Il 9 luglio dello scorso anno, al Peace Memorial Park di Hiroshima, in Giappone, i massimi rappresentanti delle principali religioni del mondo, dal cristianesimo all’islam, dall’ebraismo al buddhismo, dall’induismo allo zoroastrismo, hanno sottoscritto la «Rome Call for Ai Ethics» per chiedere l’applicazione, nel campo dell’intelligenza artificiale, di una algoretica, ovvero di un’etica by design nella programmazione degli algoritmi necessari a far funzionare le macchine del futuro.
Alla call, dal momento del suo lancio il 28 febbraio 2020 a oggi, hanno poi aderito circa duecento istituzioni universitarie e alcune delle più grandi aziende tecnologiche mondiali: la lista include ad esempio Cisco, Microsoft e Ibm, vedrà l’adesione di Sale Force ma, purtroppo, non quella di Meta, Google e OpenaAi.
Dice Don Andrea Ciucci, segretario generale di «RenAIssance», la Fondazione per l’etica nell’Ai dello Stato del Vaticano, giovedì 25 settembre all’Università di Bari per la seconda puntata del viaggio di Disclaimer negli atenei italiani, che «la tecnologia non è neutra e non è nemmeno al di sopra del bene e del male, perché c’è una visione del mondo dietro a ogni progetto industriale, economico e commerciale». Di qui la richiesta alle aziende di impegnarsi ad affrontare un tema che non è solo religioso e tantomeno cattolico, ma universale, come la custodia del bene comune che è l’umanità: «Chi scrive un algoritmo — è la sintesi della Call secondo Ciucci — deve avere un approccio etico verso una tecnologia che inevitabilmente segnerà un punto di rottura con il passato».

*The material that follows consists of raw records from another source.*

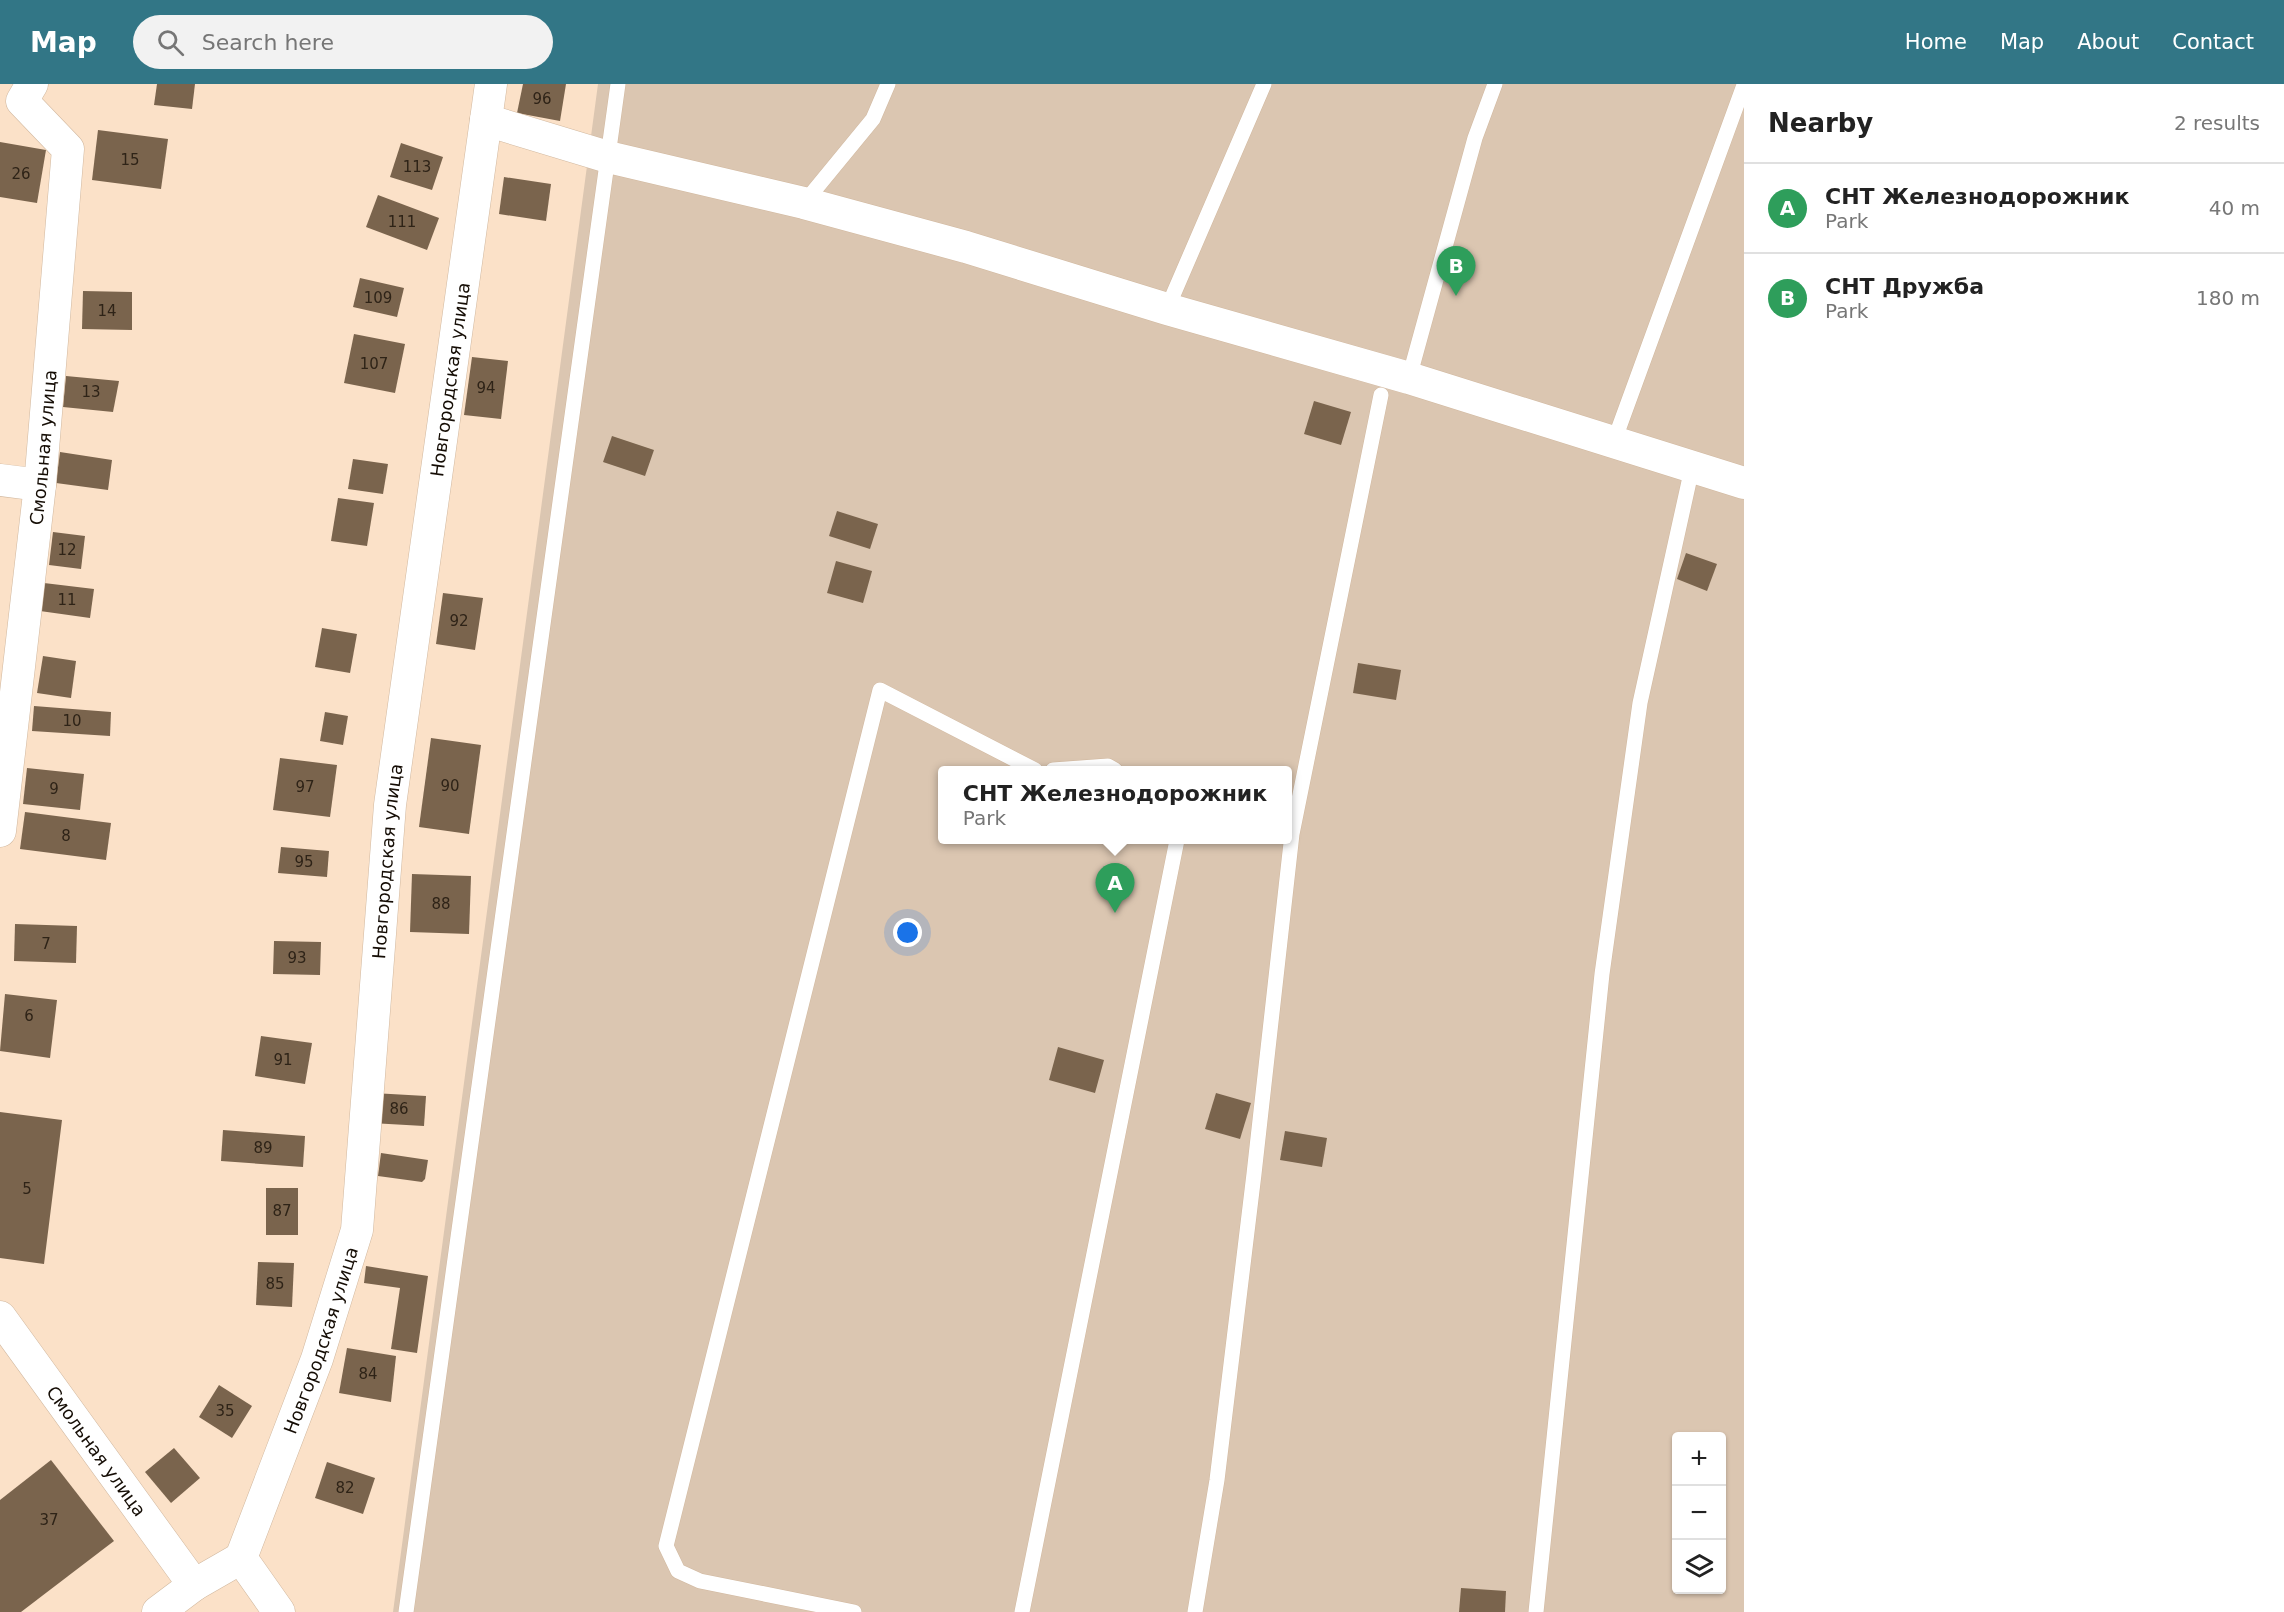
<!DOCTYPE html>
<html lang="en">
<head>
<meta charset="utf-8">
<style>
  body { margin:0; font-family:"DejaVu Sans",sans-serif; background:#f2f2f2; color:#222 }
  .controls { position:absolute; right:18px; bottom:18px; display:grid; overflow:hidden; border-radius:6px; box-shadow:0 2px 4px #0004 }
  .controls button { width:54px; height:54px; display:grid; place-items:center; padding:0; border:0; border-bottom:2px solid #e0e0e0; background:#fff; color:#222; font:30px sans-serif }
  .you { position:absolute; left:908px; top:849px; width:21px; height:21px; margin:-15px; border:4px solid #fff; border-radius:50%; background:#1a73e8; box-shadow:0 0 0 9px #1a73e833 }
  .badge { display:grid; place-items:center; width:39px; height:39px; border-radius:50%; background:#327686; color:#fff; font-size:20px; font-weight:700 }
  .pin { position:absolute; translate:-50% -50px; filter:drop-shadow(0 2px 3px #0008) }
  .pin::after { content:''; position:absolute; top:32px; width:21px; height:18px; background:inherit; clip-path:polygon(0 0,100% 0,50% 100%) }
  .popup { position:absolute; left:938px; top:682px; width:354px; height:78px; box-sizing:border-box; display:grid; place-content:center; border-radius:6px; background:#fff; filter:drop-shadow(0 2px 4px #0005); font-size:20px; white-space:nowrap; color:#767676 }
  .popup b { font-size:22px; color:#222 }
  .popup::after { content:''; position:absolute; left:50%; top:100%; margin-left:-12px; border:12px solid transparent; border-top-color:#fff }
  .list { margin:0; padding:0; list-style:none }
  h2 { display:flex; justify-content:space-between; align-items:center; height:78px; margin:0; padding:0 24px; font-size:26px }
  h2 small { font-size:20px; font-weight:400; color:#767676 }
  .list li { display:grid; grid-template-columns:39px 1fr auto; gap:18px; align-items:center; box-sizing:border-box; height:90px; padding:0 24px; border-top:2px solid #e0e0e0 }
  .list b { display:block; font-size:22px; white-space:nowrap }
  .list p { margin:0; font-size:20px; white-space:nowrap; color:#767676 }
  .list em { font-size:20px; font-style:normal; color:#767676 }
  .icon { flex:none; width:33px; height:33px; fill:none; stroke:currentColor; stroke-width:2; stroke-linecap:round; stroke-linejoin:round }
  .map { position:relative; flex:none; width:1744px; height:1528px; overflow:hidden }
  header { display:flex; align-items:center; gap:36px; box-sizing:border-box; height:84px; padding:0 30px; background:#327686; color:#fff }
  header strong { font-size:28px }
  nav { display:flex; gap:33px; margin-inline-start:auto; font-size:21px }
  .search { width:420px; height:54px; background:#f2f2f2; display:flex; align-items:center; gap:15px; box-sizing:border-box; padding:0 21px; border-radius:33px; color:#767676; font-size:22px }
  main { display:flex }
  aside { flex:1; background:#fff }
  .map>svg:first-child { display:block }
</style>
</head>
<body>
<header>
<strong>Map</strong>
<div class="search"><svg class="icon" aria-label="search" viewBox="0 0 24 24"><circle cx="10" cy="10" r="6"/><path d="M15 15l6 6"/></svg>Search here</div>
<nav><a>Home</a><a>Map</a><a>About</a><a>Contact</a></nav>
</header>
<main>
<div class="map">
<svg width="1744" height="1528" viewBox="0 0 1744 1528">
  <rect width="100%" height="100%" fill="#fbe1c8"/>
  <path fill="#dbc6b1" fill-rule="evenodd" d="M598 0H1744V1528H393ZM942 686H1288V756H942ZM1676 1352H1722V1506H1676Z"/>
  <g fill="#7a644d">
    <path d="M157 0H195L192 25 154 21Z"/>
    <path d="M523 0H566L560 37 517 29Z"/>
    <path d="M98 46 168 55 161 105 92 96Z"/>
    <path d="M0 58 46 66 37 119 0 113Z"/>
    <path d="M401 59 443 73 432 106 390 93Z"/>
    <path d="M504 93 551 100 546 137 499 130Z"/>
    <path d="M378 111 439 134 427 166 366 143Z"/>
    <path d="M360 194 404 204 397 233 353 223Z"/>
    <path d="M83 207 132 208V246L82 245Z"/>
    <path d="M354 250 405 260 395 309 344 299Z"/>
    <path d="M472 273 508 277 501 335 464 331Z"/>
    <path d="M66 292 119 297 113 328 63 323Z"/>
    <path d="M1314 317 1351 328 1341 361 1304 350Z"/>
    <path d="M612 352 654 366 645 392 603 378Z"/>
    <path d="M60 368 112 376 108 406 56 399Z"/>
    <path d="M353 375 388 380 383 410 348 405Z"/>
    <path d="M338 414 374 419 367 462 331 457Z"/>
    <path d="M837 427 878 440 870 465 829 452Z"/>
    <path d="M53 448 85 452 81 485 49 481Z"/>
    <path d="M1686 469 1717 480 1707 507 1677 495Z"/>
    <path d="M836 477 872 487 863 519 827 509Z"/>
    <path d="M44 499 94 505 90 534 40 527Z"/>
    <path d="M443 509 483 514 475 566 436 560Z"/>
    <path d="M322 544 357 550 350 589 315 583Z"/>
    <path d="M43 572 76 577 71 614 37 609Z"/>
    <path d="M1358 579 1401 586 1396 616 1353 609Z"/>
    <path d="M34 622 111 628 110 652 32 647Z"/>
    <path d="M325 628 348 632 343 661 320 657Z"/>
    <path d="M431 654 481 661 469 750 419 743Z"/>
    <path d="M280 674 337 681 330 733 273 726Z"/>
    <path d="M27 684 84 690 80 726 23 720Z"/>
    <path d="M25 728 111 739 106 776 20 765Z"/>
    <path d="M281 763 329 767 327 793 278 789Z"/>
    <path d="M412 790 471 792 469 850 410 848Z"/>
    <path d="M15 840 77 842 76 879 14 877Z"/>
    <path d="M274 857 321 858 320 891 273 890Z"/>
    <path d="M5 910 57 916 50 974 0 967Z"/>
    <path d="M261 952 312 959 305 1000 255 992Z"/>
    <path d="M1058 963 1104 976 1095 1009 1049 996Z"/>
    <path d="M373 1009 426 1012 424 1042 371 1039Z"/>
    <path d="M1216 1009 1251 1019 1240 1055 1205 1045Z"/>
    <path d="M0 1028 62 1036 44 1180 0 1174Z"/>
    <path d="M223 1046 305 1052 303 1083 221 1077Z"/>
    <path d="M1285 1047 1327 1054 1322 1083 1280 1076Z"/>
    <path d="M381 1069 428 1076 425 1095 422 1098 378 1092Z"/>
    <rect x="266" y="1104" width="32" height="47"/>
    <path d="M258 1178 294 1179 292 1223 256 1221Z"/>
    <path d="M366 1182 428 1192 417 1269 391 1265 400 1204 364 1199Z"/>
    <path d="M347 1264 396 1272 391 1318 339 1309Z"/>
    <path d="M219 1301 252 1322 232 1354 199 1333Z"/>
    <path d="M174 1364 200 1394 171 1419 145 1388Z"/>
    <path d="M51 1376 114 1457 21 1528H0V1416Z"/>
    <path d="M327 1378 375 1394 363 1430 315 1414Z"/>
    <path d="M1461 1504 1506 1507 1505 1528H1459Z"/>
  </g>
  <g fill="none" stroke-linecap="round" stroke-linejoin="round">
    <g stroke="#d1b89f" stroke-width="16">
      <g id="lane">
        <path d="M804 119 873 35 888 0"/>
        <path d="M1167 225 1264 0"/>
        <path d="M1409 294 1475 54 1495 0"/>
        <path d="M1613 360 1744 1"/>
        <path d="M1053 686 1108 682 1115 686"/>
        <path d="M406 1528 618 0"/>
        <path d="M854 1528 700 1497 678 1487 666 1462 880 606 1035 686"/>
        <path d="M1022 1528 1177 756"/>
        <path d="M1195 1528 1217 1396 1254 1090 1292 750 1381 311"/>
        <path d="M1536 1528 1602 890 1640 619 1692 384"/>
      </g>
    </g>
    <g stroke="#d1b89f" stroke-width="33">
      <g id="street">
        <path d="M486 36 608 73 804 119 966 163 1167 225 1409 294 1744 399"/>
        <path d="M0 396 40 401"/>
        <path id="s1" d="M0 747 40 401 68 65 22 17 32 0"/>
        <path id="s2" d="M0 1233 194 1501"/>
        <path id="s3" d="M241 1474 317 1275 357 1146 390 721 491 0"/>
        <path d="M241 1474 279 1528"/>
        <path d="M158 1528 194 1501 241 1474"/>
      </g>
    </g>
    <use href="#lane" stroke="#fff" stroke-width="15"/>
    <use href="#street" stroke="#fff" stroke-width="32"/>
  </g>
  <g text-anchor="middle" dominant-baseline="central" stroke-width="4.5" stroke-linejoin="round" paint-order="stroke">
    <g font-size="15" fill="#2e2317">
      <text x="542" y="15">96</text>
      <text x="130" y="76">15</text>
      <text x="417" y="83">113</text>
      <text x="21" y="90">26</text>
      <text x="402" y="138">111</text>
      <text x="378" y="214">109</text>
      <text x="107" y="227">14</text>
      <text x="374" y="280">107</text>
      <text x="486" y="304">94</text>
      <text x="91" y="308">13</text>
      <text x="67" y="466">12</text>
      <text x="67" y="516">11</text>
      <text x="459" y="537">92</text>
      <text x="72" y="637">10</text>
      <text x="450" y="702">90</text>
      <text x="305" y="703">97</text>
      <text x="54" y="705">9</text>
      <text x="66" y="752">8</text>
      <text x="304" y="778">95</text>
      <text x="441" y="820">88</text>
      <text x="46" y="860">7</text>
      <text x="297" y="874">93</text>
      <text x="29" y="932">6</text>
      <text x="283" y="976">91</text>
      <text x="399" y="1025">86</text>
      <text x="263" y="1064">89</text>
      <text x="27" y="1105">5</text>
      <text x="282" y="1127">87</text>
      <text x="275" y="1200">85</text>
      <text x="368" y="1290">84</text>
      <text x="225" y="1327">35</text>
      <text x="345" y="1404">82</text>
      <text x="49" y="1436">37</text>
    </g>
    <g font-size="18" fill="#150d05" stroke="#fcf1e7">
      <text stroke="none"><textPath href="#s3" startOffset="1204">Новгородская улица</textPath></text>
      <text stroke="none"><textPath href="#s1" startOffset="386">Смольная улица</textPath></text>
      <text stroke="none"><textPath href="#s3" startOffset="718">Новгородская улица</textPath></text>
      <text stroke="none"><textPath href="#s3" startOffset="232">Новгородская улица</textPath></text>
      <text stroke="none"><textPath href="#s2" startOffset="165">Смольная улица</textPath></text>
    </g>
  </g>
</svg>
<div class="controls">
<button>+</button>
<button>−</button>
<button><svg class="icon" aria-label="layers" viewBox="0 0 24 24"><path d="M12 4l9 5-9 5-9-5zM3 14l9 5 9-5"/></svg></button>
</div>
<div class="you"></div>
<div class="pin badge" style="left:1115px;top:829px;background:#2e9e5b">A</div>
<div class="popup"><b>СНТ Железнодорожник</b>Park</div>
<div class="pin badge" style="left:1456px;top:212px;background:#2e9e5b">B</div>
</div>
<aside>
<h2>Nearby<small>2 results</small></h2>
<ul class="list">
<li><span class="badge" style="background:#2e9e5b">A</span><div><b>СНТ Железнодорожник</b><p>Park</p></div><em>40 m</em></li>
<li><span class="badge" style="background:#2e9e5b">B</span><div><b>СНТ Дружба</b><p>Park</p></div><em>180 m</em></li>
</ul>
</aside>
</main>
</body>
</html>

Ne va, secondo il teologo e filosofo Vito Mancuso a cui è stato affidato l’intervento di apertura dell’incontro organizzato da Cineca e Corriere, «della nostra spiritualità intesa come libertà di pensiero». Un pensiero «che deve rimanere critico e rivolto più che al problem solving capitalistico al problem posing speculativo, cioè all’approccio filosofico che crea problemi». Tema quest’ultimo che chiama in causa inevitabilmente gli obiettivi strategici delle aziende le quali, secondo Nadia Alegiani, partner people consulting di Ey Italia, dovranno rimetter mano alla loro organizzazione interna, dato che, secondo l’Ey Ai Barometer 2025, solo il 47% dei dipendenti è a conoscenza del framework etico sull’AI della propria azienda: «Un dato piuttosto preoccupante se si considera che oggi gli strumenti di intelligenza artificiale vengono utilizzati prevalentemente per migliorare la produttività personale e quindi singolarmente dai dipendenti. L’etica dev’essere considerata un fattore chiave dell’implementazione e della gestione dell’Ai. Avere un approccio orientato all’etica nell’implementazione dell’Ai può portare reale vantaggi all’azienda sul lungo periodo».
Ma quella dell’algoretica è una sfida anzitutto formativa: «Le nuove tecnologie hanno cambiato le modalità di apprendimento e di fruizione della formazione, imponendoci una riflessione profonda sul futuro dell’education, che diventa un elemento strategico per lo sviluppo del nostro Paese» è la conclusione di Elisa Zambito Marsala, responsabile education ecosystem and global value programs Intesa Sanpaolo.